Cette mesure coûte 40 millions annuellement à la Ville. Fait à noter, toutefois : comme cette nouvelle mesure incitative n’a été mise en place qu’au mois de juillet 2023, elle n’a coûté que 24 millions pour sa première année.

PHOTO HUGO-SÉBASTIEN AUBERT, ARCHIVES LA PRESSE

Le président de la STM, Éric Alan Caldwell

À l’instar de la mairesse Valérie Plante, le président de la STM estime que les critiques concernant la gratuité chez les aînés sont infondées, puisque cette dépense est liée à son budget et non au paiement versé à l’ARTM. « D’aucune façon ça n’affecte la contribution qu’on donne au déficit. Au contraire, comme notre contribution est basée sur le nombre de passagers, plus j’ai de personnes aînées qui rentrent dans le métro, plus je donne d’argent à l’ARTM », avait illustré Mme Plante en novembre dernier.

Oui, ça coûte de l’argent, mais la Ville de Montréal le paie en plus de sa contribution au transport collectif.

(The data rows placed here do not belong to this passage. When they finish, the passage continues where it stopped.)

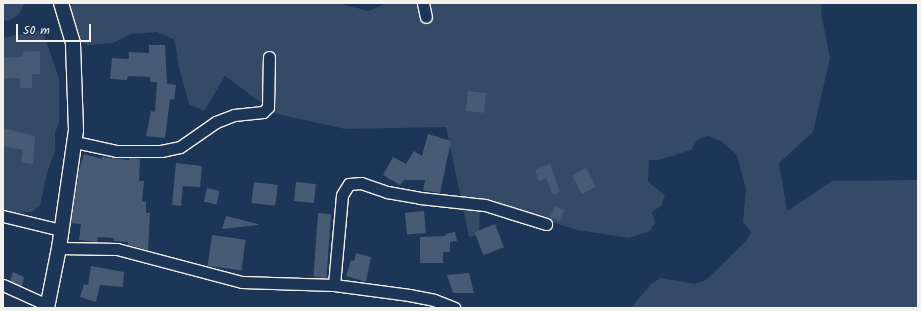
<!DOCTYPE html>
<html>
<head>
<meta charset="utf-8">
<style>
	body { margin:0 }
	#map { position:relative; width:921px; height:311px; overflow:hidden; background:#1d3557; font-family:Kalam,sans-serif }
	div>[style] { position:absolute }
	.green>* { inset:0; background:#354a67 }
	.building>* { inset:0; background:#485b74; transform-origin:0 0 }
	.roads { filter:drop-shadow(1px 0 #f4f1e8) drop-shadow(-1px 0 #f4f1e8) drop-shadow(0 1px #f4f1e8) drop-shadow(0 -1px #f4f1e8) }
	.minor>* { height:11px; margin:-5.5px; padding:0 5.5px; transform-origin:5.5px; border-radius:5.5px; background:#1d3557 }
	.major>* { height:14px; margin:-7px; padding:0 7px; transform-origin:7px; border-radius:7px; background:#1d3557 }
	span { translate:-50% -50%; white-space:nowrap; text-align:center; line-height:1.15; -webkit-text-stroke:4px #1d3557; paint-order:stroke }
	.frame { position:absolute; inset:0; border:4px solid #f4f1e8; pointer-events:none }
	.scale { position:absolute; left:16px; top:24px; width:75px; height:18px; box-sizing:border-box; border:2px solid #f4f1e8; border-top:0; padding-left:5px; font-size:12px; line-height:14px; white-space:nowrap; color:#f4f1e8; -webkit-text-stroke:3px #1d3557; paint-order:stroke }
</style>
</head>
<body>
<div id="map">
	<div class="green">
		<i style="clip-path:polygon(3px 3px,25px 3px,18px 15px,8px 21px,3px 20px)"></i>
		<i style="clip-path:polygon(73px 3px,337px 3px,369px 11px,387px 3px,822px 3px,821px 12px,830px 58px,813px 132px,779px 163px,787px 211px,832px 181px,918px 180px,918px 308px,631px 308px,651px 284px,661px 278px,695px 284px,706px 280px,746px 241px,751px 232px,743px 222px,746px 189px,737px 155px,721px 141px,708px 136px,697px 140px,691px 150px,659px 160px,649px 160px,648px 182px,665px 195px,661px 206px,652px 212px,655px 222px,650px 231px,629px 238px,577px 230px,522px 212px,504px 217px,480px 203px,479px 235px,469px 237px,446px 127px,345px 129px,277px 114px,225px 76px,204px 111px,189px 104px,178px 64px,175px 40px,157px 32px,131px 34px,113px 43px,88px 45px,78px 41px,69px 8px)"></i>
		<i style="clip-path:polygon(42px 30px,59px 78px,59px 123px,55px 133px,55px 151px,47px 173px,40px 205px,32px 212px,9px 213px,3px 212px,3px 38px)"></i>
	</div>
	<div class="building">
		<i style="clip-path:polygon(149px 45px,165px 45px,167px 84px,176px 85px,174px 100px,170px 99px,165px 138px,146px 136px,151px 111px,155px 112px,157px 82px,150px 82px,150px 77px,128px 76px,127px 80px,110px 79px,112px 58px,129px 59px,129px 52px,149px 53px)"></i>
		<i style="clip-path:polygon(40px 51px,40px 74px,32px 74px,32px 88px,20px 88px,20px 78px,3px 79px,3px 58px,22px 57px,22px 52px)"></i>
		<i style="left:468px;top:91px;width:18px;height:20px;rotate:6deg"></i>
		<i style="clip-path:polygon(3px 128px,35px 136px,33px 164px,21px 162px,23px 150px,3px 146px)"></i>
		<i style="clip-path:polygon(428px 134px,451px 141px,440px 193px,423px 190px,425px 180px,404px 180px,400px 185px,383px 175px,393px 157px,406px 164px,414px 151px,422px 156px)"></i>
		<i style="clip-path:polygon(84px 154px,102px 159px,102px 157px,129px 160px,129px 158px,140px 159px,139px 181px,144px 181px,142px 201px,146px 202px,146px 213px,150px 213px,148px 250px,128px 245px,128px 242px,114px 241px,114px 238px,98px 237px,97px 242px,79px 240px,81px 224px,71px 223px,79px 171px)"></i>
		<i style="clip-path:polygon(176px 163px,202px 166px,200px 187px,183px 186px,181px 206px,172px 205px)"></i>
		<i style="clip-path:polygon(550px 164px,560px 192px,553px 195px,546px 178px,539px 181px,535px 170px)"></i>
		<i style="left:586px;top:168px;width:21px;height:16px;rotate:61deg"></i>
		<i style="left:254px;top:182px;width:24px;height:21px;rotate:7deg"></i>
		<i style="left:296px;top:182px;width:20px;height:19px;rotate:6deg"></i>
		<i style="left:207px;top:188px;width:13px;height:14px;rotate:13deg"></i>
		<i style="left:555px;top:206px;width:10px;height:12px;rotate:24deg"></i>
		<i style="left:424px;top:211px;width:22px;height:19px;rotate:85deg"></i>
		<i style="left:318px;top:213px;width:13px;height:64px;rotate:4deg"></i>
		<i style="clip-path:polygon(226px 216px,258px 224px,258px 225px,222px 229px)"></i>
		<i style="left:495px;top:224px;width:25px;height:22px;rotate:69deg"></i>
		<i style="clip-path:polygon(455px 232px,457px 241px,450px 242px,450px 252px,443px 252px,443px 263px,420px 263px,420px 237px,445px 236px,445px 234px)"></i>
		<i style="left:212px;top:235px;width:34px;height:31px;rotate:8deg"></i>
		<i style="clip-path:polygon(356px 253px,371px 257px,366px 282px,346px 276px,351px 260px,354px 261px)"></i>
		<i style="clip-path:polygon(91px 266px,124px 272px,123px 287px,100px 285px,96px 302px,80px 297px,84px 284px,88px 285px)"></i>
		<i style="clip-path:polygon(13px 272px,24px 277px,22px 286px,10px 281px)"></i>
		<i style="clip-path:polygon(469px 273px,474px 293px,453px 293px,447px 275px)"></i>
	</div>
	<div class="roads">
		<div class="minor">
			<i style="left:423px;top:3px;width:14px;rotate:78deg"></i>
			<i style="left:75px;top:142px;width:43px;rotate:12.1deg"></i>
			<i style="left:117px;top:151px;width:44px"></i>
			<i style="left:161px;top:151px;width:19px;rotate:-12deg"></i>
			<i style="left:180px;top:147px;width:44px;rotate:-34.8deg"></i>
			<i style="left:216px;top:122px;width:19px;rotate:-21deg"></i>
			<i style="left:234px;top:115px;width:29px;rotate:-6deg"></i>
			<i style="left:263px;top:112px;width:7px;rotate:-45deg"></i>
			<i style="left:268px;top:107px;width:50px;rotate:-88.9deg"></i>
			<i style="left:3px;top:216px;width:60px;rotate:13.6deg"></i>
			<i style="left:59px;top:248px;width:58px;rotate:1deg"></i>
			<i style="left:117px;top:249px;width:129px;rotate:14.8deg"></i>
			<i style="left:242px;top:282px;width:92px;rotate:1.9deg"></i>
			<i style="left:334px;top:285px;width:76px;rotate:7.6deg"></i>
			<i style="left:409px;top:295px;width:25px;rotate:11deg"></i>
			<i style="left:434px;top:300px;width:22px;rotate:21deg"></i>
			<i style="left:3px;top:285px;width:48px;rotate:24.4deg"></i>
			<i style="left:334px;top:285px;width:90px;rotate:-84.9deg"></i>
			<i style="left:342px;top:195px;width:13px;rotate:-58deg"></i>
			<i style="left:349px;top:184px;width:12px;rotate:-5deg"></i>
			<i style="left:361px;top:183px;width:28px;rotate:19deg"></i>
			<i style="left:387px;top:192px;width:34px;rotate:10deg"></i>
			<i style="left:420px;top:198px;width:65px;rotate:6.1deg"></i>
			<i style="left:485px;top:205px;width:64px;rotate:17.3deg"></i>
		</div>
		<div class="major">
			<i style="left:47px;top:308px;width:61px;rotate:-78.7deg"></i>
			<i style="left:59px;top:248px;width:119px;rotate:-81.8deg"></i>
			<i style="left:76px;top:130px;width:87px;rotate:-92deg"></i>
			<i style="left:73px;top:43px;width:42px;rotate:-106.7deg"></i>
		</div>
	</div>
	<div class="frame"></div>
	<div class="scale">50 m</div>
</div>
</body>
</html>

C’est une mesure sociale que la Ville a décidé d’assumer.

Éric Alan Caldwell, président de la STM

L’ARTM, de son côté, précise par courriel que « pour la période allant du 1er juillet au 31 décembre 2023, la Ville de Montréal a versé un montant de 17,5 millions pour compenser les revenus tarifaires qui n’ont pas été payés par les usagers dans le cadre de la gratuité ».

Pour la suite, persiste Éric Alan Caldwell, « rien ne nous indique qu’il y aura une diminution de l’adhésion au programme de gratuité ». « Au contraire, on s’attend à ce que ça continue d’augmenter encore et encore », affirme celui qui est également conseiller municipal dans le district d’Hochelaga.

En mars 2023, soit tout juste quelques mois avant l’implantation de la gratuité pour les 65 ans et plus, une étude de l’Université McGill avait d’emblée révélé qu’environ quatre aînés sur dix utiliseraient « davantage » les transports en commun dans la métropole en raison de ce programme.

L’histoire jusqu’ici

3 octobre 2017 : Lors de sa première campagne pour obtenir la mairie de Montréal, Valérie Plante promet la gratuité des transports en commun pour les enfants et les personnes âgées.

1er juillet 2021 : Auparavant réservé aux 6 ans et moins, l’accès gratuit aux transports en commun montréalais est étendu à tous les enfants de 11 ans et moins.

1er juillet 2023 : L’accès aux transports en commun devient gratuit à Montréal pour les aînés de 65 ans et plus.